- Born: December 29 1924 Jersey City, New Jersey, United States
- Died: December 1 1999 (aged 74) Belleville, New Jersey, United States
- Occupation: Self proclaimed Psychic Detective
- Known for: Work on the Atlanta murders of 1979-1981, Appearances on TV series Unsolved Mysteries and Secrets of the Unknown

= Dorothy Allison (psychic) =

American psychic

Dorothy Allison (December 29, 1924 – December 1, 1999) was a self-proclaimed psychic detective from New Jersey.

==Biography==
She was born and raised in Jersey City, New Jersey.

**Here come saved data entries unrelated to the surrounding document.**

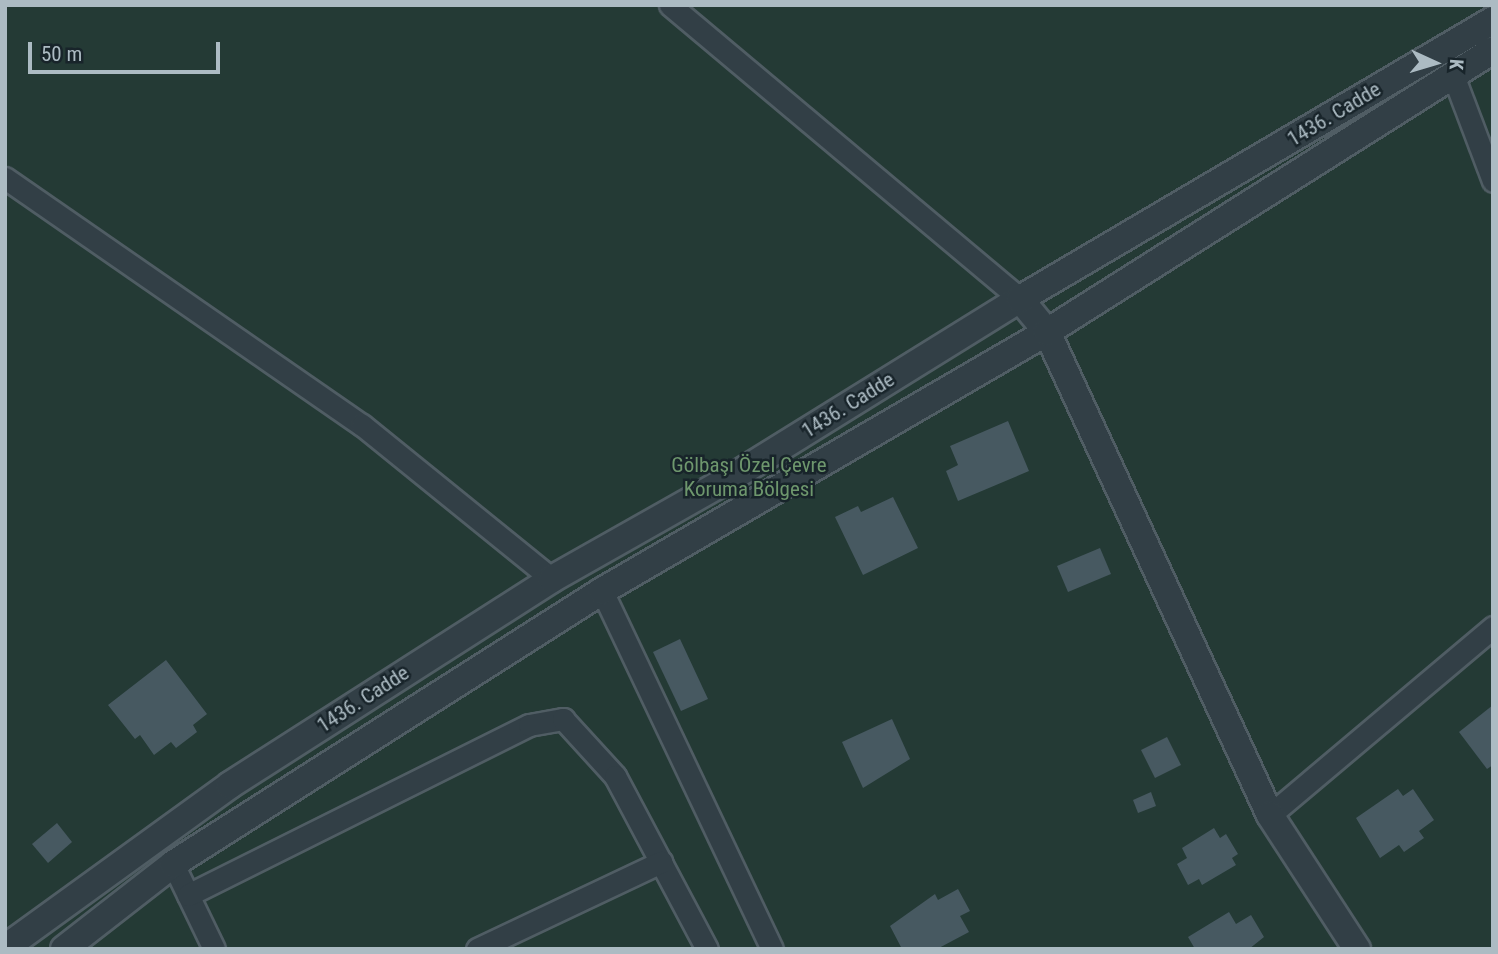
<!DOCTYPE html>
<html>
<head>
<meta charset="utf-8">
<style>
  body { margin:0 }
  #map { position:relative; width:1498px; height:954px; overflow:hidden; background:#1f2e35; font-family:"Roboto Condensed",sans-serif }
  div>[style] { position:absolute }
  [style*='--x'] { left:calc(var(--x)*1px); top:calc(var(--y)*1px); width:calc(var(--w)*1px); rotate:calc(var(--a)*1deg) }
  .green>* { inset:0; background:#243a35 }
  .building>* { inset:0; background:#475961 }
  .roads { filter:drop-shadow(2px 0 #505d64) drop-shadow(-2px 0 #505d64) drop-shadow(0 2px #505d64) drop-shadow(0 -2px #505d64) }
  .minor>* { height:21px; margin:-10.5px; padding:0 10.5px; transform-origin:10.5px; border-radius:10.5px; background:#323f46 }
  .tertiary>* { height:26px; margin:-13px; padding:0 13px; transform-origin:13px; border-radius:13px; background:#323f46 }
  span { translate:-50% -50%; white-space:nowrap; text-align:center; line-height:1.15; -webkit-text-stroke:5px #18242a; paint-order:stroke }
  .street-label { font-size:21px; color:#acbbc3 }
  .park-label { font-size:21px; color:#6e976d }
  .frame { position:absolute; inset:0; border:7px solid #acbbc3; pointer-events:none }
  .north { position:absolute; left:1400px; top:28px; width:70px; height:70px; -webkit-text-stroke:5px #18242a; paint-order:stroke; rotate:94deg; font-size:19px; font-weight:700; line-height:28px; text-align:center; color:#acbbc3 }
  .north::after { content:''; display:block; margin:auto; width:24px; height:32px; background:#acbbc3; clip-path:polygon(50% 0,100% 100%,50% 72%,0 100%) }
  .scale { position:absolute; left:28px; top:42px; width:192px; height:32px; box-sizing:border-box; border:4px solid #acbbc3; border-top:0; padding-left:9px; font-size:21px; line-height:24px; white-space:nowrap; color:#acbbc3; -webkit-text-stroke:5px #18242a; paint-order:stroke }
</style>
</head>
<body>
<div id="map">
  <div class="green">
    <div style="clip-path:polygon(5px 5px,1493px 5px,1493px 949px,5px 949px)"></div>
  </div>
  <div class="building">
    <div style="clip-path:polygon(1008px 421px,1029px 471px,958px 501px,946px 471px,958px 465px,950px 446px)"></div>
    <div style="clip-path:polygon(893px 497px,918px 548px,863px 575px,835px 517px,858px 506px,861px 512px)"></div>
    <div style="clip-path:polygon(1100px 548px,1111px 574px,1068px 592px,1057px 566px)"></div>
    <div style="clip-path:polygon(680px 639px,708px 699px,681px 711px,653px 652px)"></div>
    <div style="clip-path:polygon(166px 660px,207px 714px,193px 725px,197px 732px,176px 748px,171px 742px,154px 755px,140px 735px,135px 739px,108px 705px)"></div>
    <div style="clip-path:polygon(1493px 705px,1493px 765px,1487px 769px,1459px 732px)"></div>
    <div style="clip-path:polygon(892px 719px,910px 759px,863px 788px,842px 742px)"></div>
    <div style="clip-path:polygon(1167px 737px,1181px 765px,1155px 778px,1141px 750px)"></div>
    <div style="clip-path:polygon(1398px 789px,1403px 796px,1413px 789px,1434px 820px,1419px 831px,1424px 838px,1404px 852px,1399px 845px,1380px 858px,1356px 818px)"></div>
    <div style="clip-path:polygon(1151px 792px,1156px 806px,1138px 813px,1133px 800px)"></div>
    <div style="clip-path:polygon(57px 823px,72px 842px,48px 863px,32px 844px)"></div>
    <div style="clip-path:polygon(1214px 828px,1220px 838px,1226px 834px,1238px 854px,1232px 858px,1236px 865px,1202px 885px,1199px 879px,1188px 885px,1177px 864px,1187px 858px,1182px 848px)"></div>
    <div style="clip-path:polygon(958px 889px,970px 911px,960px 916px,969px 932px,937px 949px,902px 949px,890px 926px,935px 894px,938px 900px)"></div>
    <div style="clip-path:polygon(1229px 912px,1236px 924px,1251px 915px,1264px 937px,1249px 949px,1195px 949px,1188px 937px)"></div>
  </div>
  <div class="roads">
    <div class="minor">
      <div style="--x:670;--y:5;--w:457;--a:40"></div>
      <div style="--x:1453;--y:75;--w:113;--a:69.3"></div>
      <div style="--x:5;--y:178;--w:434;--a:34.7"></div>
      <div style="--x:362;--y:425;--w:245;--a:39"></div>
      <div style="--x:602;--y:591;--w:396;--a:64.6"></div>
      <div style="--x:1270;--y:815;--w:292;--a:-40.1"></div>
      <div style="--x:173;--y:864;--w:94;--a:64.2"></div>
      <div style="--x:188;--y:895;--w:381;--a:-26.5"></div>
      <div style="--x:529;--y:725;--w:35;--a:-10"></div>
      <div style="--x:563;--y:719;--w:77;--a:47.6"></div>
      <div style="--x:615;--y:776;--w:196;--a:62"></div>
      <div style="--x:477;--y:949;--w:204;--a:-25.3"></div>
    </div>
    <div class="tertiary">
      <div style="--x:1020;--y:299;--w:43;--a:50.7"></div>
      <div style="--x:1047;--y:332;--w:532;--a:65.22"></div>
      <div style="--x:1270;--y:815;--w:160;--a:57"></div>
      <div style="--x:5;--y:948;--w:278;--a:-35.9"></div>
      <div style="--x:230;--y:785;--w:382;--a:-32.6"></div>
      <div style="--x:552;--y:579;--w:211;--a:-29.5"></div>
      <div style="--x:736;--y:475;--w:334;--a:-31.8"></div>
      <div style="--x:1020;--y:299;--w:549;--a:-30.53"></div>
      <div style="--x:64;--y:949;--w:138;--a:-37.9"></div>
      <div style="--x:173;--y:864;--w:508;--a:-32.47"></div>
      <div style="--x:602;--y:591;--w:515;--a:-30.2"></div>
      <div style="--x:1047;--y:332;--w:528;--a:-32.3"></div>
    </div>
  </div>
  <div class="street-label">
    <span style="left:1334px;top:114px;rotate:-31deg">1436. Cadde</span>
    <span style="left:848px;top:405px;rotate:-32deg">1436. Cadde</span>
    <span style="left:363px;top:699px;rotate:-33deg">1436. Cadde</span>
  </div>
  <div class="park-label">
    <span style="left:749px;top:477px">Gölbaşı Özel Çevre<br>Koruma Bölgesi</span>
  </div>
  <div class="frame"></div>
  <div class="north">K</div>
  <div class="scale">50 m</div>
</div>
</body>
</html>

Allison was credited by some sources with assisting a number of police investigations over the years, including the 1967–1968 search for a missing boy (later found drowned) in Nutley, New Jersey, the 1974 kidnapping of Patty Hearst, and the 1976 Son of Sam murders. In October 1980, she went to Atlanta to assist police investigating the then-ongoing series of murdered children, but police said she ultimately did no more than give them 42 possible names for the murderer, none of which proved helpful.

Many others considered her a fraud. Two police detectives in Paterson, New Jersey, accused her of offering them money to say that she had been helpful in the 1979 search for a missing boy, later found murdered (Allison denied the charge). She was a frequent target of scientific skeptic James Randi, who cited her failure in the Atlanta case when naming her for one of his earliest "Uri Awards" (later called the Pigasus Awards) in April 1981.

Allison published a book about her activities, called A Psychic Story, in 1980. In May 1988, she was featured on the television series Unsolved Mysteries and, later that year, Secrets of the Unknown. Dorothy was also featured on Psychic Investigators, Season 3, Episode 3, What Lies Below.

A resident of Nutley, she died of heart failure on December 1, 1999, at Clara Maass Medical Center in Belleville, New Jersey.